Step-by-step explanation:
The question asks to compare the standard heat of combustion at 25 ℃ of 6 moles of gaseous methanol (6CH₃OH(g)) with the standard heat of combustion at 25 ℃ of 1-hexene (C₆H₁₂(g)) when the reaction products are carbon dioxide (CO₂(g)) and water (H₂O(g)). To answer this, we need to consider the enthalpy change (ΔH°) for the combustion of both compounds and compare them.
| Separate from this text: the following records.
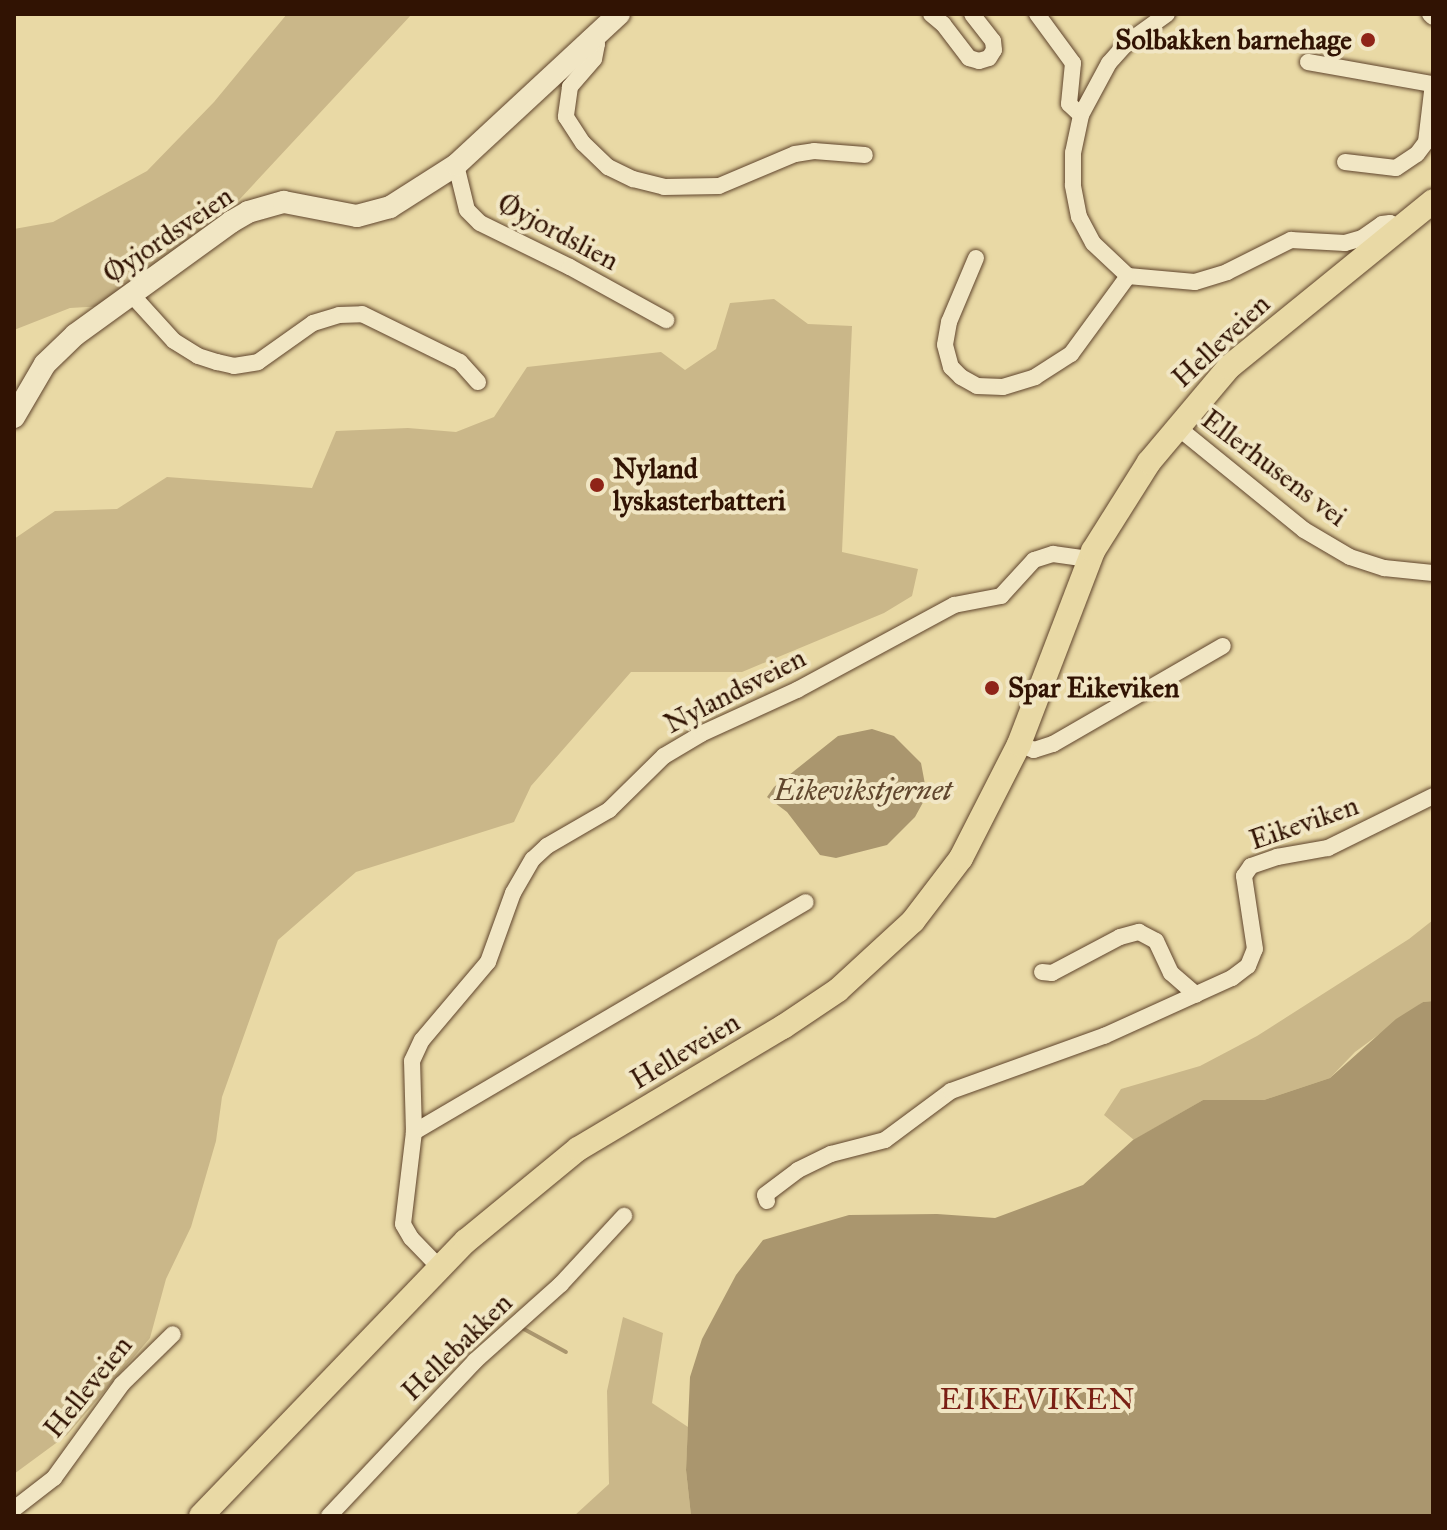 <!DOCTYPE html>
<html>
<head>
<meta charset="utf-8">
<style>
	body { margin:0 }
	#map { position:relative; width:1447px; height:1530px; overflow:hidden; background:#e9d9a5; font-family:"IM FELL Great Primer",serif }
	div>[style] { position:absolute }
	.green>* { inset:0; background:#cab789 }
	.water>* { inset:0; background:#aa966e }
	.stream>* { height:4px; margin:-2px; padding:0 2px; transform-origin:2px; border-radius:2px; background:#aa966e }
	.roads { filter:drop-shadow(0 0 2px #5f442c) drop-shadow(0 0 2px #5f442c) }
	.street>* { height:16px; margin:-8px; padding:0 8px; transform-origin:8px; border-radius:8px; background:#f1e6c4 }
	.secondary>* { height:22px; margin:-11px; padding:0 11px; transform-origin:11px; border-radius:11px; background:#f1e6c4 }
	.primary>* { height:24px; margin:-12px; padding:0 12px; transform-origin:12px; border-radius:12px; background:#e9d9a5 }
	.dots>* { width:22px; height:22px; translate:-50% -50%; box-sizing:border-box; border:4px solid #f1e6c4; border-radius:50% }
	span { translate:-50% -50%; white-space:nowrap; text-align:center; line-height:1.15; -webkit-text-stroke:8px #f1e6c4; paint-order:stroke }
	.poi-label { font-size:28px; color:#311303; font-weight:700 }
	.right { translate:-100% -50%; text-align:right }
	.left { translate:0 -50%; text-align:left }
	.street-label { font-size:28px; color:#311303 }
	.water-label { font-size:30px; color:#61472e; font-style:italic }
	.neighbourhood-label { font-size:30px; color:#7a1f14; letter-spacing:2px }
	.frame { position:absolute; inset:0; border:16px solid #311303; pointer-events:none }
</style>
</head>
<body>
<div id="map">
	<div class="green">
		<div style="clip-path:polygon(287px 14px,412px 14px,225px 215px,104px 306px,70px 308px,14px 330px,14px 229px,53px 222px,147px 171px,214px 102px)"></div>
		<div style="clip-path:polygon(774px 299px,808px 324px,852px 326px,842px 552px,918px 569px,912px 596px,884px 613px,742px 672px,631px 672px,531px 786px,514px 822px,356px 872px,278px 940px,222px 1097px,216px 1141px,191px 1227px,166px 1279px,150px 1338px,67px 1435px,14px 1474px,14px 539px,55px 511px,117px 509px,167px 477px,312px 488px,336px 431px,408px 428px,456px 432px,494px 417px,527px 367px,661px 352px,685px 370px,716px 349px,730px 303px)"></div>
		<div style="clip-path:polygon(1433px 920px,1433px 1001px,1423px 1002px,1355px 1052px,1330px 1078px,1264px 1100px,1203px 1100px,1134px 1140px,1104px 1115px,1121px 1089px,1200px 1066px,1257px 1036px,1409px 939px)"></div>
		<div style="clip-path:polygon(623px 1317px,663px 1333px,652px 1403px,688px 1427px,686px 1470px,691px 1516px,574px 1516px,609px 1484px,607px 1391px)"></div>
	</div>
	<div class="water">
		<div style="clip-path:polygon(872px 729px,894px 736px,921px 763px,927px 795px,915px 817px,887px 845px,836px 858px,820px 855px,787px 812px,767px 797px,774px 787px,838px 736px)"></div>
		<div style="clip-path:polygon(1433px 1001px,1433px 1516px,691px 1516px,686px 1470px,690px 1377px,702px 1339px,736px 1275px,763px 1240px,849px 1215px,937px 1214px,995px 1218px,1083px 1185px,1133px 1140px,1203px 1100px,1264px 1100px,1330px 1078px,1396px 1019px,1423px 1002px)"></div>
	</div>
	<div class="stream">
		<div style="left:522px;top:1328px;width:50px;rotate:28.6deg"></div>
	</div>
	<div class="roads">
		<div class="street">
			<div style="left:931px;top:14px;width:16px;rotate:40deg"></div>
			<div style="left:943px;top:24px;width:43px;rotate:52.6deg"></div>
			<div style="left:969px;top:58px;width:10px;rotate:17deg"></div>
			<div style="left:979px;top:61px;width:10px;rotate:-17deg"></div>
			<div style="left:989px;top:58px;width:9px;rotate:-58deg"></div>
			<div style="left:994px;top:50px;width:9px;rotate:-96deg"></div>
			<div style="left:993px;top:41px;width:34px;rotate:-128deg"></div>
			<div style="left:1037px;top:14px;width:61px;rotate:53.7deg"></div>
			<div style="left:1073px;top:63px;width:41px;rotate:95.6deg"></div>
			<div style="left:1069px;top:104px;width:16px;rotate:43deg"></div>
			<div style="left:1430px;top:14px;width:4px;rotate:45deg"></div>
			<div style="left:589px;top:38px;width:10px;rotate:37deg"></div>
			<div style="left:597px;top:44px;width:15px;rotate:101deg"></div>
			<div style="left:594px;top:59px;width:37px;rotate:131deg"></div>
			<div style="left:570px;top:87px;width:30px;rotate:98deg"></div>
			<div style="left:566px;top:117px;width:31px;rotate:57deg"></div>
			<div style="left:583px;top:143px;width:35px;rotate:44deg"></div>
			<div style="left:608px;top:167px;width:28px;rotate:26deg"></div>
			<div style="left:633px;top:179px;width:32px;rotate:14deg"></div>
			<div style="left:664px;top:187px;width:55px;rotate:-1deg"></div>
			<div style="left:719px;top:186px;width:82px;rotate:-22.8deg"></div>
			<div style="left:795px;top:154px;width:19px;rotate:-9deg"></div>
			<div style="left:814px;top:151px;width:51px;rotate:4.5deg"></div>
			<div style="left:1308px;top:62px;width:125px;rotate:10.1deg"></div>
			<div style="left:1345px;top:162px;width:51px;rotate:6.7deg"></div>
			<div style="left:1396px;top:168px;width:25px;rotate:-34deg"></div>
			<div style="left:1417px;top:154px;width:15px;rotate:-53deg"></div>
			<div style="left:1426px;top:142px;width:59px;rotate:-83.2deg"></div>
			<div style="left:456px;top:165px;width:46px;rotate:76.3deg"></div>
			<div style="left:467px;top:210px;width:18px;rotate:45deg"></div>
			<div style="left:480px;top:223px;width:100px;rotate:26.1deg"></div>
			<div style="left:570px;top:267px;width:110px;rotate:28.9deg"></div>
			<div style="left:976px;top:258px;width:69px;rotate:112.9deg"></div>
			<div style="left:949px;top:322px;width:23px;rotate:100deg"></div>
			<div style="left:945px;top:345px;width:23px;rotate:75deg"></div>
			<div style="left:951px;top:367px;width:14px;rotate:45deg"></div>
			<div style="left:961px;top:377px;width:18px;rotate:29deg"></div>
			<div style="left:977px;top:386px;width:26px;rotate:2deg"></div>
			<div style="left:1003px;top:387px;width:34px;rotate:-17deg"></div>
			<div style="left:1035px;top:377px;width:43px;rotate:-32.6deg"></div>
			<div style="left:1071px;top:354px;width:97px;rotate:-53.8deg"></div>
			<div style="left:1128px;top:276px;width:67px;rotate:5.1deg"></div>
			<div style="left:1195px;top:282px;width:34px;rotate:-17deg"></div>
			<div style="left:1227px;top:272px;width:72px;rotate:-26.6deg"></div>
			<div style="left:1291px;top:240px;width:54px;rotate:3.2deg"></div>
			<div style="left:1345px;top:243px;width:18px;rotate:-16deg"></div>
			<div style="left:1362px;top:238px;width:24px;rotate:-35deg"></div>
			<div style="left:1382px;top:224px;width:8px;rotate:-7deg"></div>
			<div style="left:1390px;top:223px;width:11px;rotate:34deg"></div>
			<div style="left:1128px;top:276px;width:48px;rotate:-136.7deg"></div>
			<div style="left:1093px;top:243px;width:30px;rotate:-118deg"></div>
			<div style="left:1079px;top:217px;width:33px;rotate:-101deg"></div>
			<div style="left:1073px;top:185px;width:32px;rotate:-90deg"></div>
			<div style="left:1073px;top:153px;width:39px;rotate:-78deg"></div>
			<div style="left:1081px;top:115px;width:59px;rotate:-61.7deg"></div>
			<div style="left:1109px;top:63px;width:28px;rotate:-48deg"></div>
			<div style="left:1128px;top:42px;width:48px;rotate:-35.7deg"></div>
			<div style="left:132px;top:295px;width:62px;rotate:47.6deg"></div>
			<div style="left:174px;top:341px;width:28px;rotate:32deg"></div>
			<div style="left:198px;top:356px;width:20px;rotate:18deg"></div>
			<div style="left:217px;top:362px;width:17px;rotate:13deg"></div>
			<div style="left:234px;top:366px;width:24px;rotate:-9deg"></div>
			<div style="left:258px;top:362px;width:67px;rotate:-35.3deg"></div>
			<div style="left:313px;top:323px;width:27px;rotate:-17deg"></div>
			<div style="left:339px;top:315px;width:23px;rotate:-2deg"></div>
			<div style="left:362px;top:314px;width:109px;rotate:26.1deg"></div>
			<div style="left:460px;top:362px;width:27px;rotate:48deg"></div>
			<div style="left:1176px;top:426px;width:165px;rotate:39.1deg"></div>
			<div style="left:1304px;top:530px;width:53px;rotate:30.4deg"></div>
			<div style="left:1350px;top:557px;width:36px;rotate:18deg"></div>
			<div style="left:1384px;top:568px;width:49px;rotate:5.8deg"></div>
			<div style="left:1019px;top:744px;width:16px;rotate:22deg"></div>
			<div style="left:1034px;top:750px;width:20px;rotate:-18deg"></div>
			<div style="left:1053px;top:744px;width:196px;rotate:-30deg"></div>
			<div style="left:1042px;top:972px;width:10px;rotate:6deg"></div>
			<div style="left:1052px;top:973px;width:77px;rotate:-27.9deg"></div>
			<div style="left:1120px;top:937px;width:20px;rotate:-15deg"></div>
			<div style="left:1139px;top:932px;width:19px;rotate:28deg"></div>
			<div style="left:1156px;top:941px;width:35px;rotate:65deg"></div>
			<div style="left:1171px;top:973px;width:33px;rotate:41deg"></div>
			<div style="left:414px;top:1132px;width:454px;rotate:-30.4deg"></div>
			<div style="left:767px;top:1201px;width:6px;rotate:-108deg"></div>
			<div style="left:765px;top:1195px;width:41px;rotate:-37.1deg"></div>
			<div style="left:798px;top:1170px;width:37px;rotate:-26deg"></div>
			<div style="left:831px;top:1154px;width:56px;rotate:-14.5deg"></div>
			<div style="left:885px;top:1140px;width:82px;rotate:-36.6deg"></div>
			<div style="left:951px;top:1091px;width:163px;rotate:-19.8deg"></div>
			<div style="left:1104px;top:1036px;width:141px;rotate:-24.4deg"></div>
			<div style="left:1232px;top:978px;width:20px;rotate:-37deg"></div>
			<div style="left:1248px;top:966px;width:18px;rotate:-68deg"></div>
			<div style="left:1255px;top:949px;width:74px;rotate:-98.6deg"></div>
			<div style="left:1244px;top:876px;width:12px;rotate:-55deg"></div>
			<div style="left:1251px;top:866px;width:28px;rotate:-19deg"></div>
			<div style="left:1277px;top:857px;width:52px;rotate:-10deg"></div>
			<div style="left:1328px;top:848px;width:117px;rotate:-26.3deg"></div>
			<div style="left:439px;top:1267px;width:40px;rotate:-134deg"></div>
			<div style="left:411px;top:1238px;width:16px;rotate:-120deg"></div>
			<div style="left:403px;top:1224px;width:93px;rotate:-83.2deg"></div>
			<div style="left:414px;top:1132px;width:71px;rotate:-91.6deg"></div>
			<div style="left:412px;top:1061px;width:23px;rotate:-65deg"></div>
			<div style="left:422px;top:1040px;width:102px;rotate:-49.8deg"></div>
			<div style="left:488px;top:962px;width:73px;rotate:-70.1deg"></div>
			<div style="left:513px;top:893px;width:39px;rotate:-60deg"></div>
			<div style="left:533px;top:859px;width:19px;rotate:-43deg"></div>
			<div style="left:547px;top:846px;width:72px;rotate:-30.1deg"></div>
			<div style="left:609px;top:810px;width:77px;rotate:-44.5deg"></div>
			<div style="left:664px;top:756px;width:43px;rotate:-30.7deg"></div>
			<div style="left:701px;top:734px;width:106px;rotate:-24.6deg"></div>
			<div style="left:797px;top:690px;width:179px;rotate:-28.4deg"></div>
			<div style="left:954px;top:605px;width:48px;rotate:-10.8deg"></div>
			<div style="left:1001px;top:596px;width:49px;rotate:-47.5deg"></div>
			<div style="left:1034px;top:560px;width:20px;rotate:-18deg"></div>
			<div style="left:1053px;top:554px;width:36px;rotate:8deg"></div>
			<div style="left:14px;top:1509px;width:51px;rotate:-37.8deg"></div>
			<div style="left:54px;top:1478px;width:116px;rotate:-54.1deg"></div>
			<div style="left:122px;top:1384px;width:71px;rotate:-44.4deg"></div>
			<div style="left:329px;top:1516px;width:213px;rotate:-46.7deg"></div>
			<div style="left:475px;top:1361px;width:115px;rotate:-41.8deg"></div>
			<div style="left:561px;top:1284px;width:93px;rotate:-47.2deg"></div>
		</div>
		<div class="secondary">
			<div style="left:14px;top:417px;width:61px;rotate:-59.7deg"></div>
			<div style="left:45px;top:364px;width:42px;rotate:-44deg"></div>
			<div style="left:75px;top:335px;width:193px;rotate:-35.9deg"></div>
			<div style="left:231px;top:222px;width:20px;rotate:-30deg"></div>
			<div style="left:248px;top:212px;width:37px;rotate:-16deg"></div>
			<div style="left:284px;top:202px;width:74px;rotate:10.9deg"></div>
			<div style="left:357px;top:216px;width:34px;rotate:-15deg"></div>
			<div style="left:390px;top:207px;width:78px;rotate:-32.5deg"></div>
			<div style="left:456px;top:165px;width:222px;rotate:-42.8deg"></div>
		</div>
		<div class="primary">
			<div style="left:201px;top:1516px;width:382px;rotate:-46.1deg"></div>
			<div style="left:466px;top:1241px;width:145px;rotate:-39.4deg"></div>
			<div style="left:578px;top:1149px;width:239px;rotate:-30.8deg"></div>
			<div style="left:783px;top:1027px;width:66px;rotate:-33.9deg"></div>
			<div style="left:838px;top:990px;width:102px;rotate:-42.6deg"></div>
			<div style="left:913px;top:921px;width:79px;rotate:-52.7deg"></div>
			<div style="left:961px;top:858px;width:128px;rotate:-63deg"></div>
			<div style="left:1019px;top:744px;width:207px;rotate:-69deg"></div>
			<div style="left:1093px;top:551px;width:105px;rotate:-57.8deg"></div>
			<div style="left:1149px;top:462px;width:124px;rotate:-49.9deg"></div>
			<div style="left:1229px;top:367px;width:263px;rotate:-39.1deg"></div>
		</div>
	</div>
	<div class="dots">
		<div style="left:1368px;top:40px;background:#8f2418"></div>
		<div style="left:597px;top:485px;background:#8f2418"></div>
		<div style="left:992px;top:688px;background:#8f2418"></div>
	</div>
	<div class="poi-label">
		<span class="right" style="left:1352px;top:40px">Solbakken barnehage</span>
		<span class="left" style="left:613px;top:485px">Nyland<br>lyskasterbatteri</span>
		<span class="left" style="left:1008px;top:688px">Spar Eikeviken</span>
	</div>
	<div class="street-label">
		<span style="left:558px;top:232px;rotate:28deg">Øyjordslien</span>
		<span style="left:168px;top:235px;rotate:-34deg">Øyjordsveien</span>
		<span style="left:1221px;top:341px;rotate:-43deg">Helleveien</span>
		<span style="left:1274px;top:468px;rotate:37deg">Ellerhusens vei</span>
		<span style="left:735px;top:691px;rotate:-27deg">Nylandsveien</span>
		<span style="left:1304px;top:823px;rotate:-19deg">Eikeviken</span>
		<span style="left:685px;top:1051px;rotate:-31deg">Helleveien</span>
		<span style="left:457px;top:1347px;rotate:-44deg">Hellebakken</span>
		<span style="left:88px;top:1387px;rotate:-51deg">Helleveien</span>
	</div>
	<div class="water-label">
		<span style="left:863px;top:790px">Eikevikstjernet</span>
	</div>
	<div class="neighbourhood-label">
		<span style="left:1038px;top:1399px">EIKEVIKEN</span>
	</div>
	<div class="frame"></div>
</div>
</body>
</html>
For methanol, the combustion reaction is typically written as:
CH₃OH(l) + 1.5O₂(g) → CO₂(g) + 2H₂O(g),
and for 1-hexene:
C₆H₁₂(g) + 9O₂(g) → 6CO₂(g) + 6H₂O(g).
The heat of combustion for each compound can be found in tables of standard enthalpies of formation or it can be calculated from bond energies if the enthalpies of formation are not readily available. Generally, for the same number of carbons, alkanes (like hexane) have a higher heat of combustion than alcohols (like methanol) because alkanes are more reduced (less oxidized) and can release more energy when completely combusted to CO₂ and H₂O.